■ Work instructions ■
Print, word for word, the opening line of the data below and every line after it through the line that contains "Annotation task. Dump", but not the pictures.

Dataset entries
++++++++

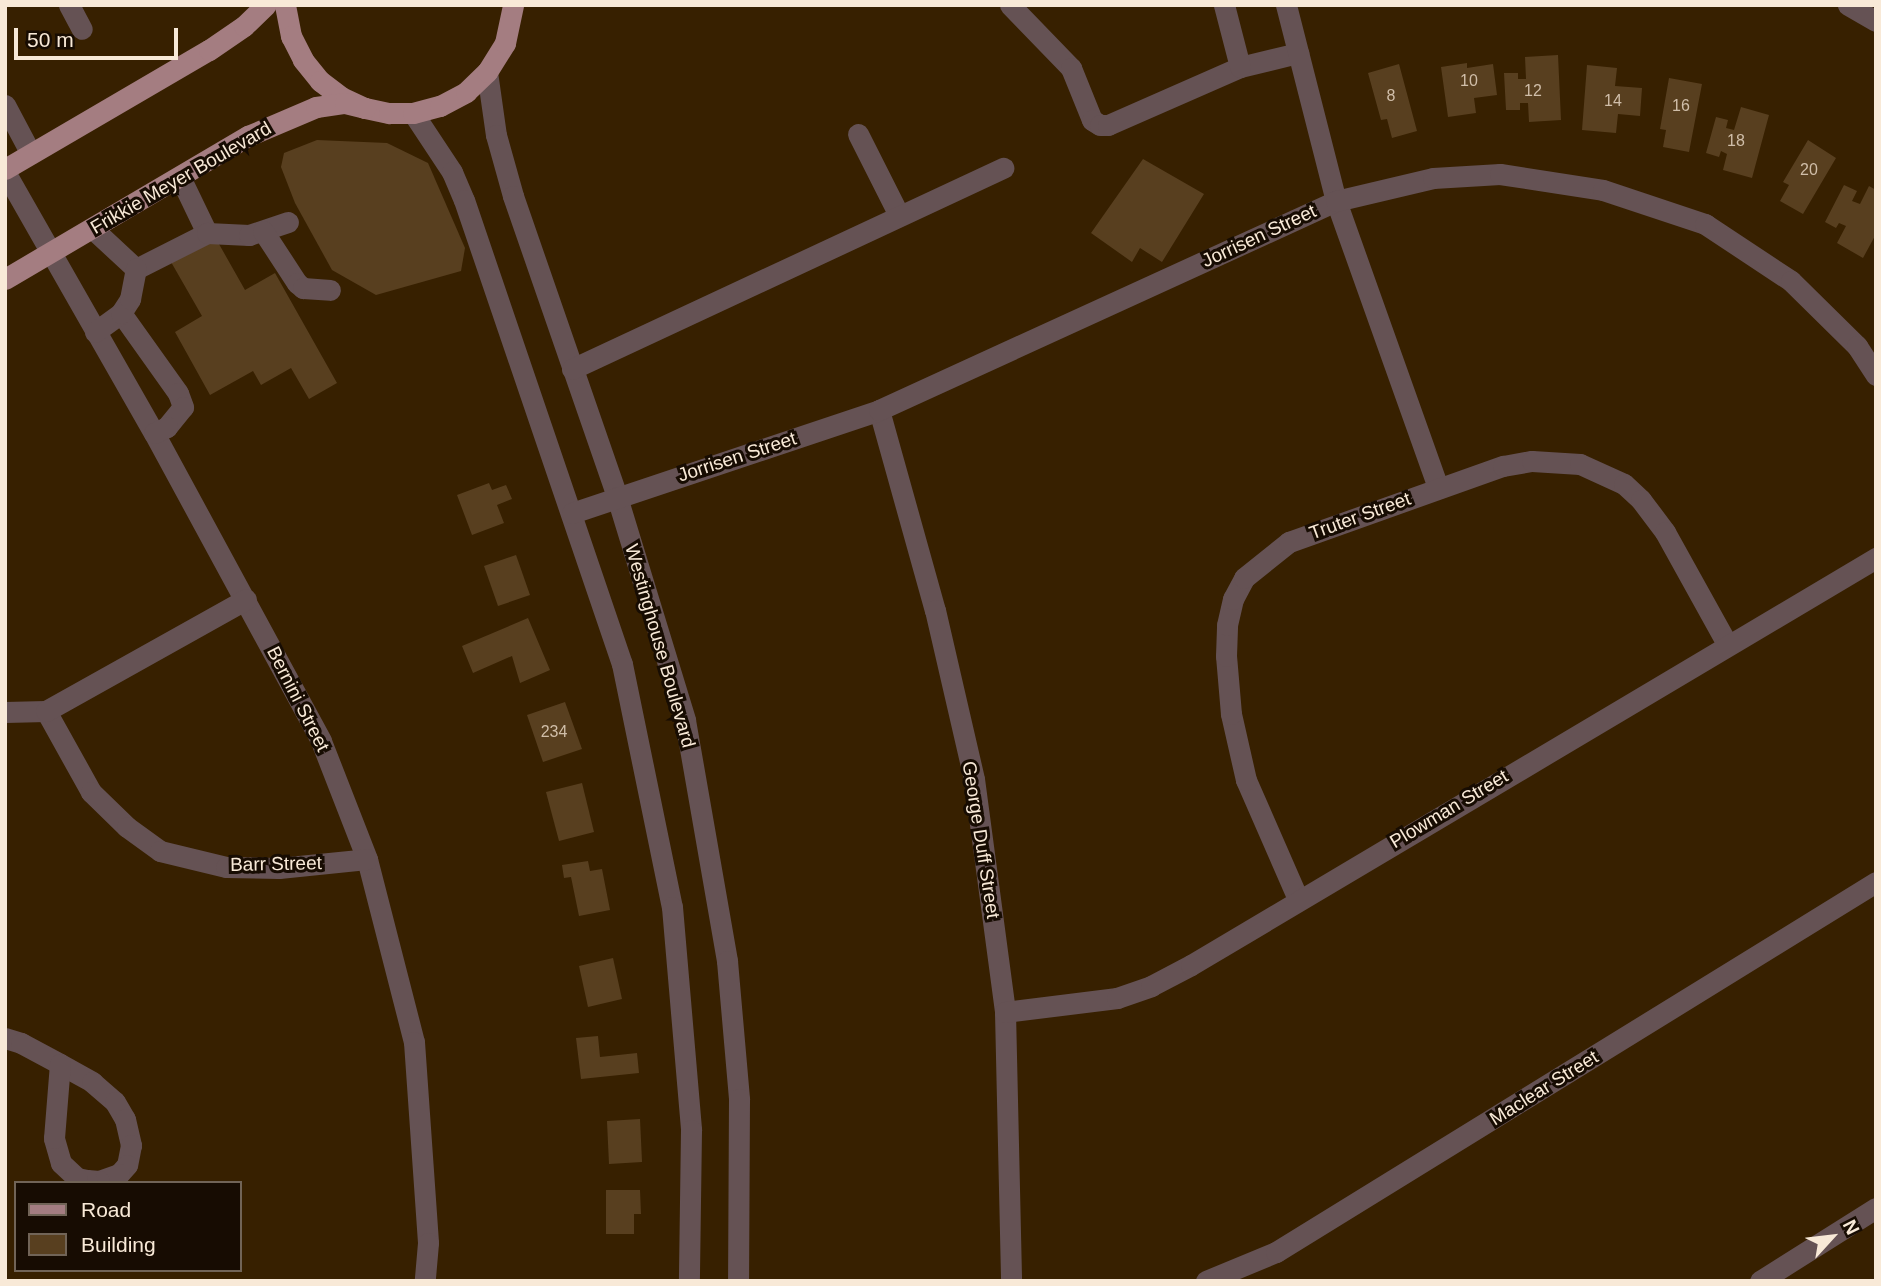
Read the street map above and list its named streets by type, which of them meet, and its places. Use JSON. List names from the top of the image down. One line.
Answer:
{"streets":{"main road":["Frikkie Meyer Boulevard"],"street":["Jorrisen Street","Truter Street","Westinghouse Boulevard","Bernini Street","Plowman Street","George Duff Street","Barr Street","Maclear Street"]},"crossings":[["Frikkie Meyer Boulevard","Bernini Street"],["Jorrisen Street","Westinghouse Boulevard"],["Jorrisen Street","George Duff Street"],["Truter Street","Plowman Street"],["Bernini Street","Barr Street"],["Plowman Street","George Duff Street"]],"house_numbers":["10","12","8","14","16","18","20","234"],"legend":["Road","Building"],"scale_bar":"50 m","north":"top right"}
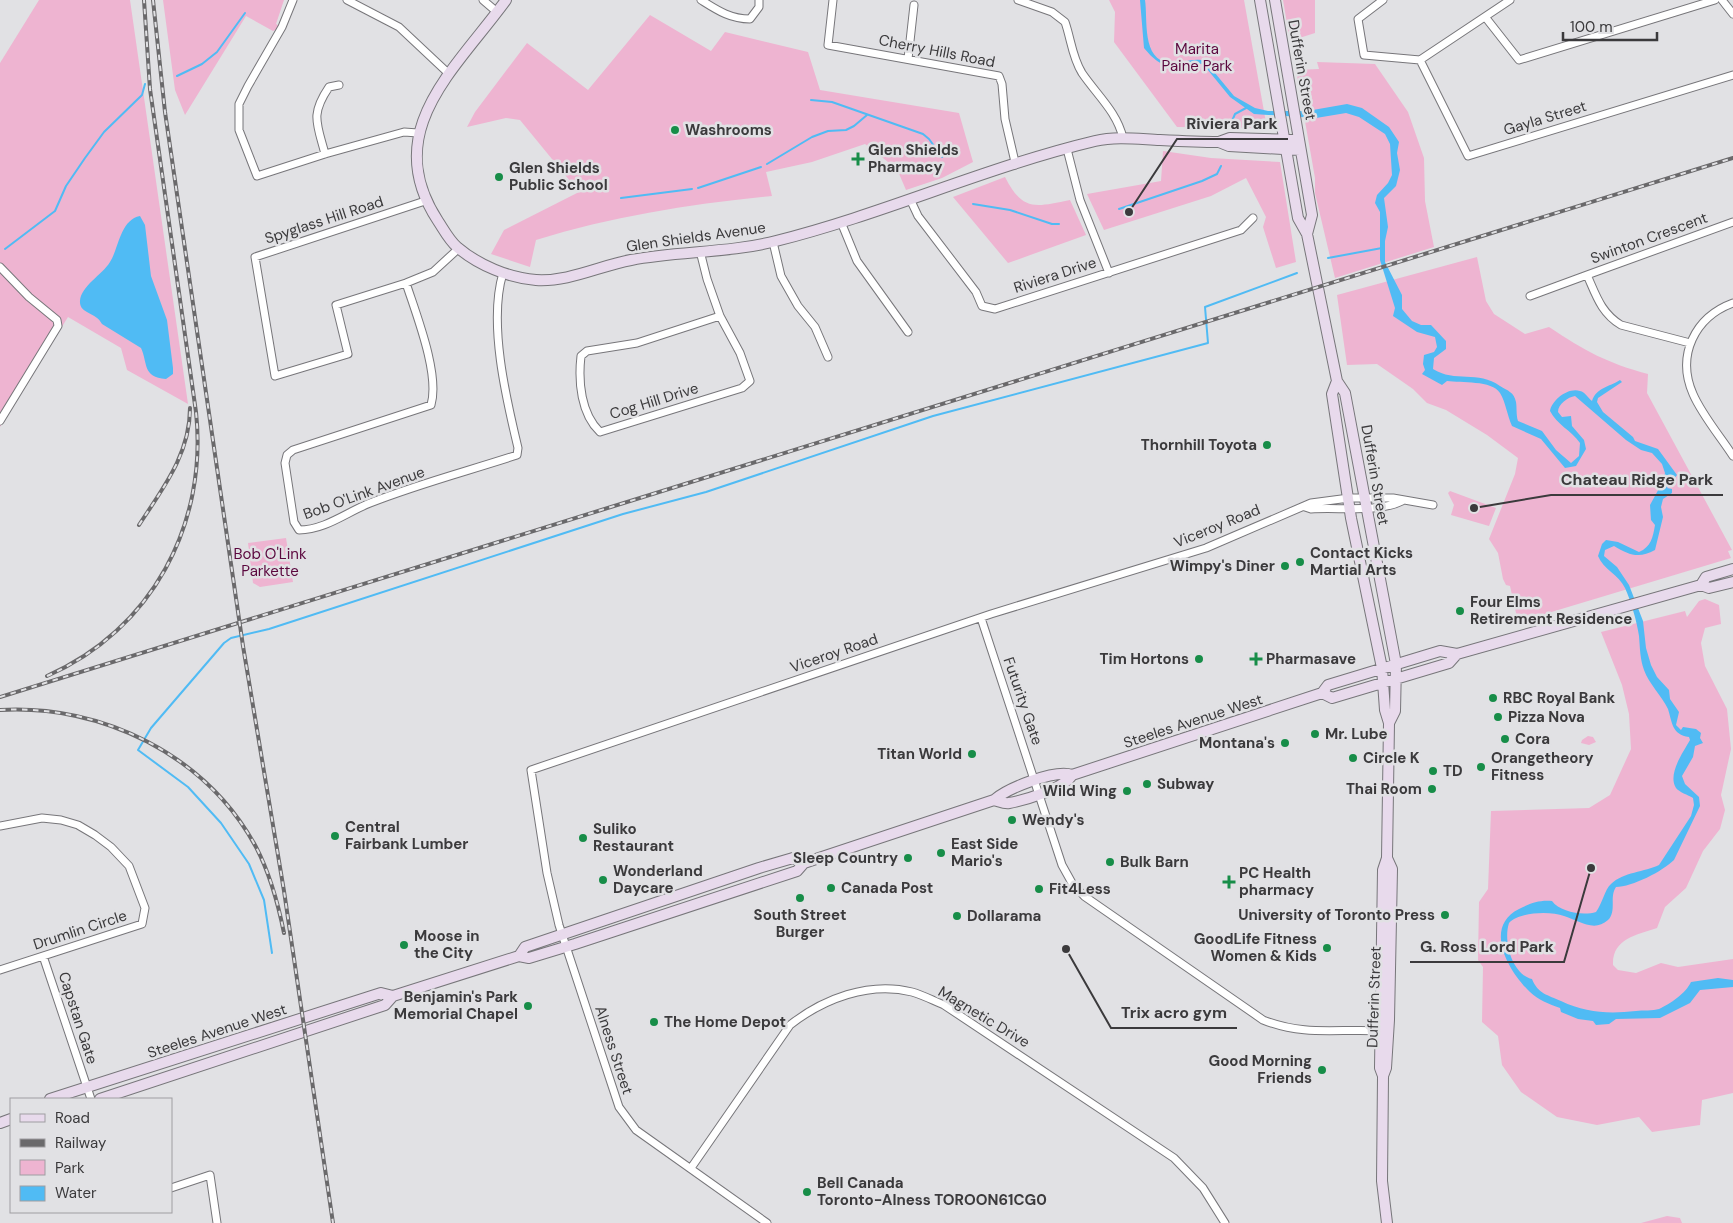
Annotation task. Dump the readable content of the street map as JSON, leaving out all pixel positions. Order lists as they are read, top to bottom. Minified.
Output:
{"streets":{"main road":["Dufferin Street","Glen Shields Avenue","Steeles Avenue West"],"street":["Cherry Hills Road","Gayla Street","Spyglass Hill Road","Swinton Crescent","Riviera Drive","Cog Hill Drive","Bob O'Link Avenue","Viceroy Road","Futurity Gate","Drumlin Circle","Magnetic Drive","Capstan Gate","Alness Street"]},"crossings":[["Cherry Hills Road","Glen Shields Avenue"],["Dufferin Street","Glen Shields Avenue"],["Dufferin Street","Viceroy Road"],["Dufferin Street","Futurity Gate"],["Dufferin Street","Steeles Avenue West"],["Spyglass Hill Road","Glen Shields Avenue"],["Spyglass Hill Road","Bob O'Link Avenue"],["Glen Shields Avenue","Riviera Drive"],["Glen Shields Avenue","Cog Hill Drive"],["Glen Shields Avenue","Bob O'Link Avenue"],["Viceroy Road","Futurity Gate"],["Viceroy Road","Steeles Avenue West"],["Viceroy Road","Alness Street"],["Futurity Gate","Steeles Avenue West"],["Steeles Avenue West","Capstan Gate"],["Steeles Avenue West","Alness Street"],["Drumlin Circle","Capstan Gate"],["Magnetic Drive","Alness Street"]],"parks":["Marita Paine Park","Bob O'Link Parkette"],"places":{"other":["Washrooms","Glen Shields Public School","Riviera Park","Thornhill Toyota","Chateau Ridge Park","Contact Kicks Martial Arts","Wimpy's Diner","Four Elms Retirement Residence","Tim Hortons","RBC Royal Bank","Pizza Nova","Mr. Lube","Cora","Montana's","Titan World","Circle K","Orangetheory Fitness","TD","Subway","Thai Room","Wild Wing","Wendy's","Central Fairbank Lumber","Suliko Restaurant","East Side Mario's","Sleep Country","Bulk Barn","G. Ross Lord Park","Wonderland Daycare","Canada Post","Fit4Less","South Street Burger","University of Toronto Press","Dollarama","Moose in the City","GoodLife Fitness Women & Kids","Trix acro gym","Benjamin's Park Memorial Chapel","The Home Depot","Good Morning Friends","Bell Canada Toronto-Alness TOROON61CG0"],"health":["Glen Shields Pharmacy","Pharmasave","PC Health pharmacy"]},"legend":["Road","Railway","Park","Water"],"scale_bar":"100 m"}
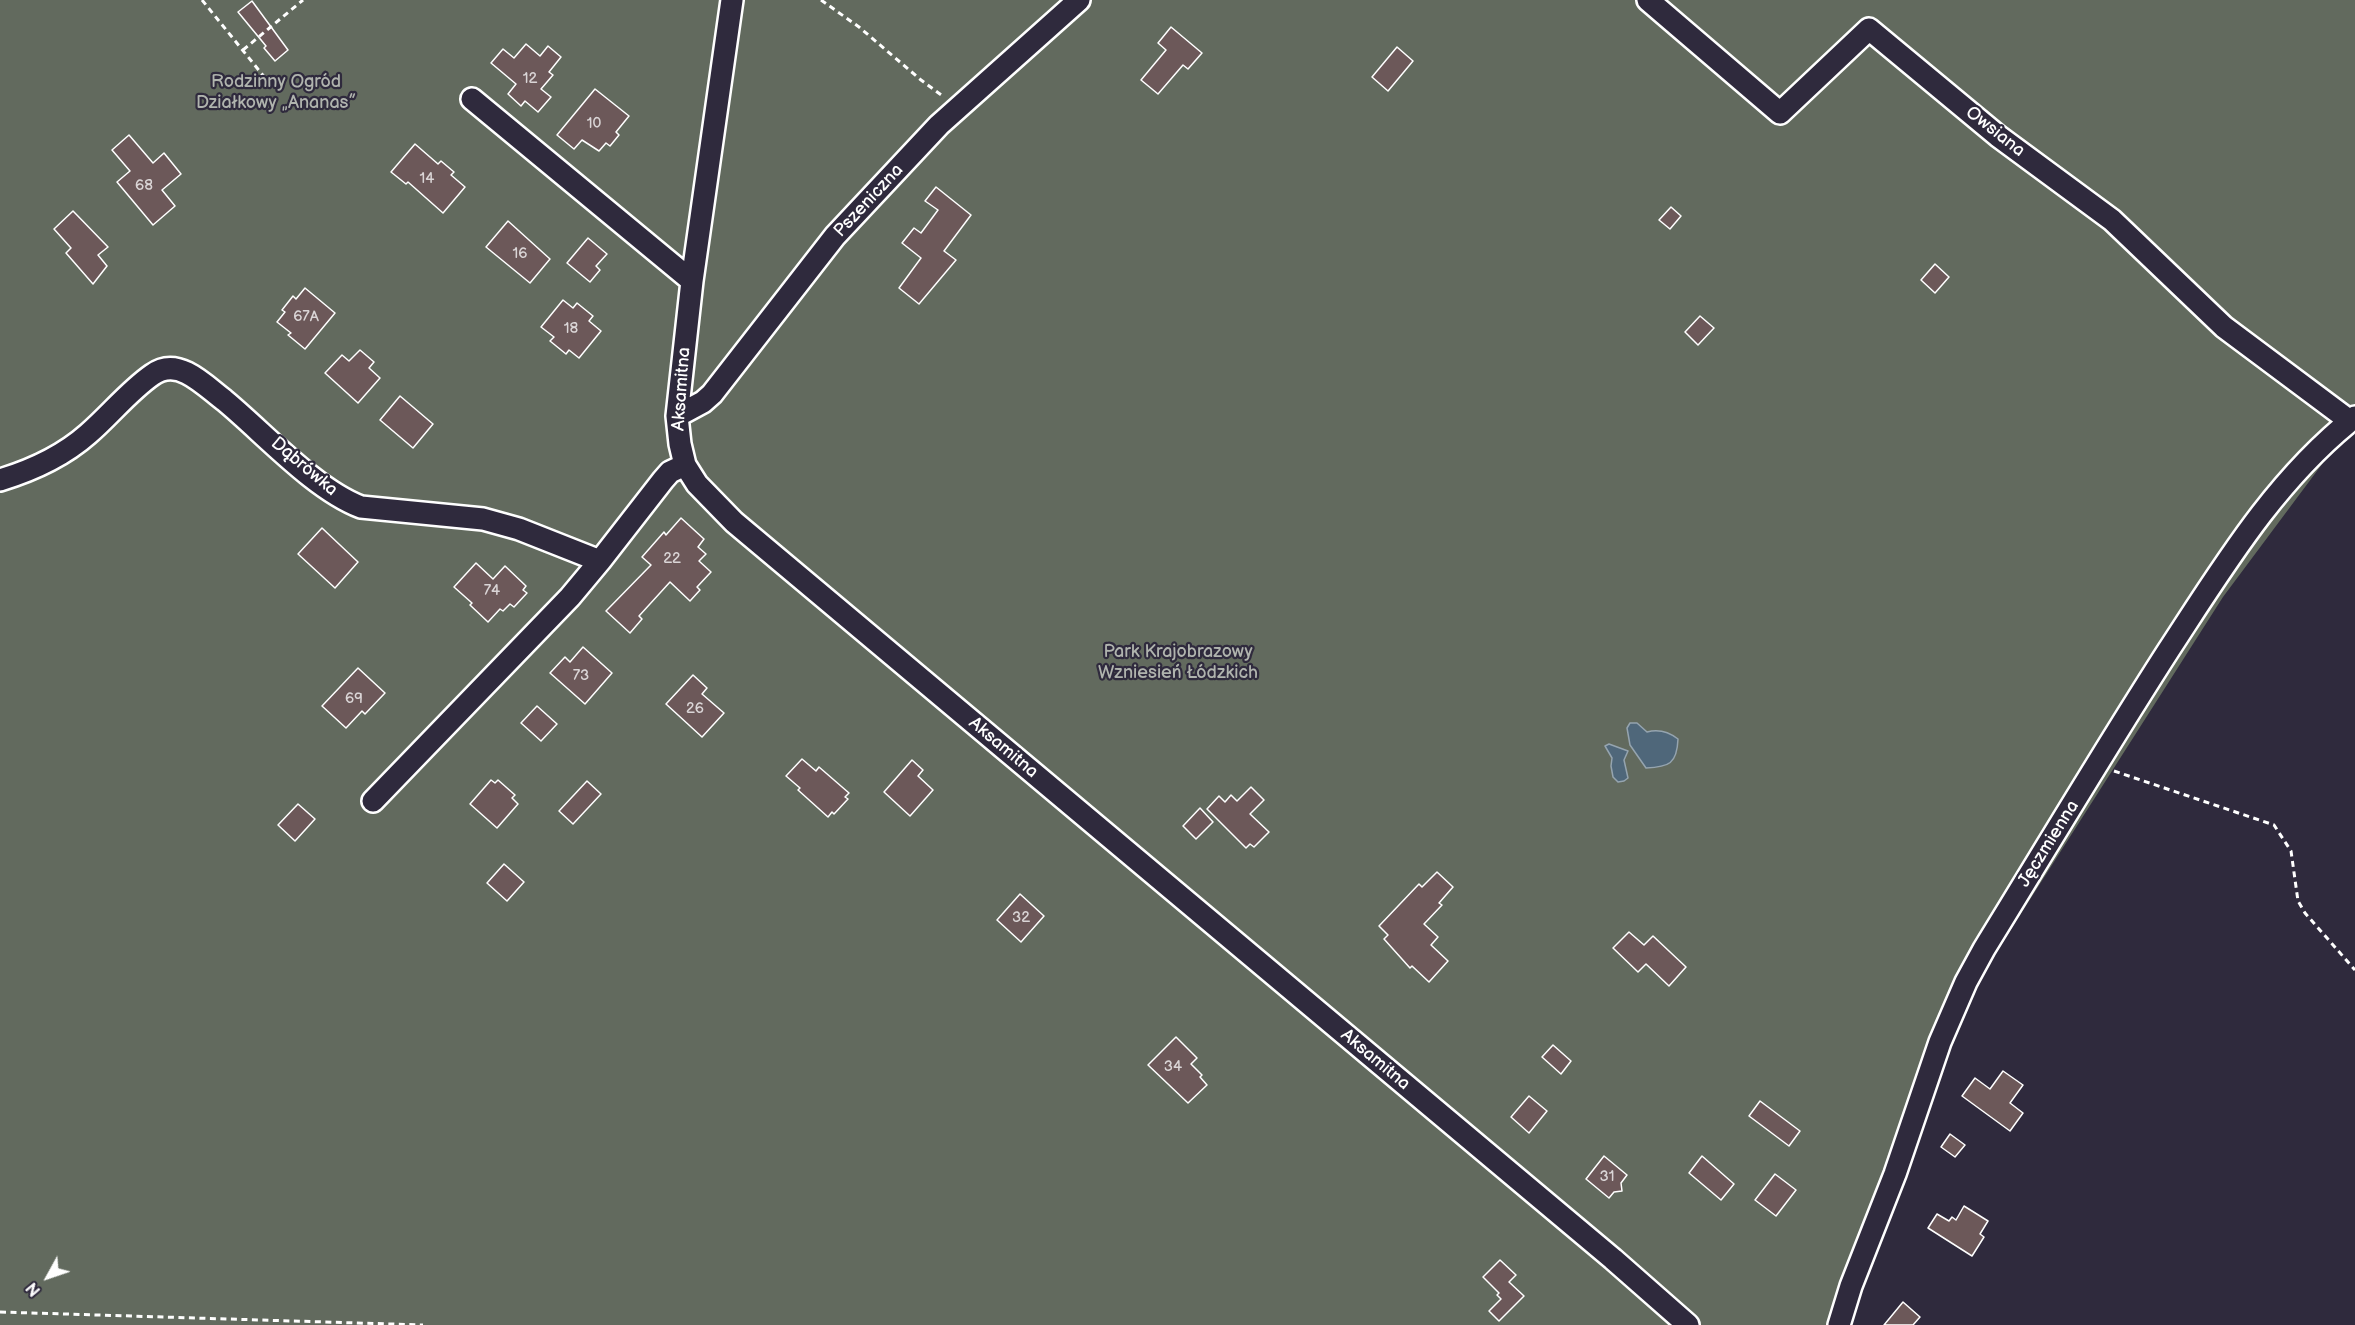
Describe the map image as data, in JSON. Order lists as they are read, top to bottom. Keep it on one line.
{"streets":{"street":["Owsiana","Pszeniczna","Aksamitna","Dąbrówka","Jęczmienna"]},"crossings":[["Owsiana","Jęczmienna"],["Pszeniczna","Aksamitna"]],"parks":["Rodzinny Ogród Działkowy „Ananas”","Park Krajobrazowy Wzniesień Łódzkich"],"house_numbers":["12","10","14","68","16","67A","18","22","74","73","69","26","32","34","31"],"north":"bottom left"}
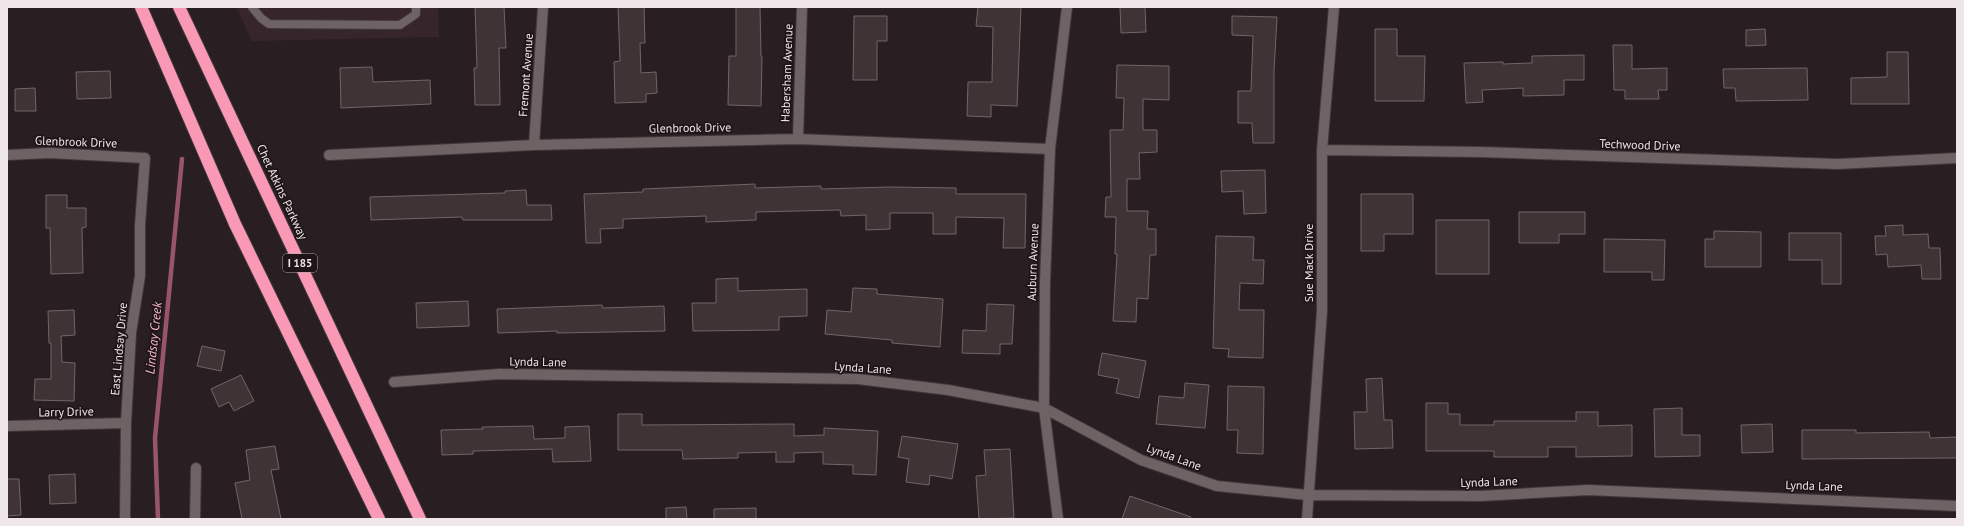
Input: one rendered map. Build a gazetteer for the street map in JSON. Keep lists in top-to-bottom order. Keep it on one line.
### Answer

++++++++

■ Response area ■
Read the street map above and list its named streets by type, which of them meet, and its places. Use JSON. List names from the top of the image down. One line.
Answer:
{"streets":{"main road":["Frikkie Meyer Boulevard"],"street":["Jorrisen Street","Truter Street","Westinghouse Boulevard","Bernini Street","Plowman Street","George Duff Street","Barr Street","Maclear Street"]},"crossings":[["Frikkie Meyer Boulevard","Bernini Street"],["Jorrisen Street","Westinghouse Boulevard"],["Jorrisen Street","George Duff Street"],["Truter Street","Plowman Street"],["Bernini Street","Barr Street"],["Plowman Street","George Duff Street"]],"house_numbers":["10","12","8","14","16","18","20","234"],"legend":["Road","Building"],"scale_bar":"50 m","north":"top right"}
Annotation task. Dump the readable content of the street map as JSON, leaving out all pixel positions. Order lists as they are read, top to bottom. Minified.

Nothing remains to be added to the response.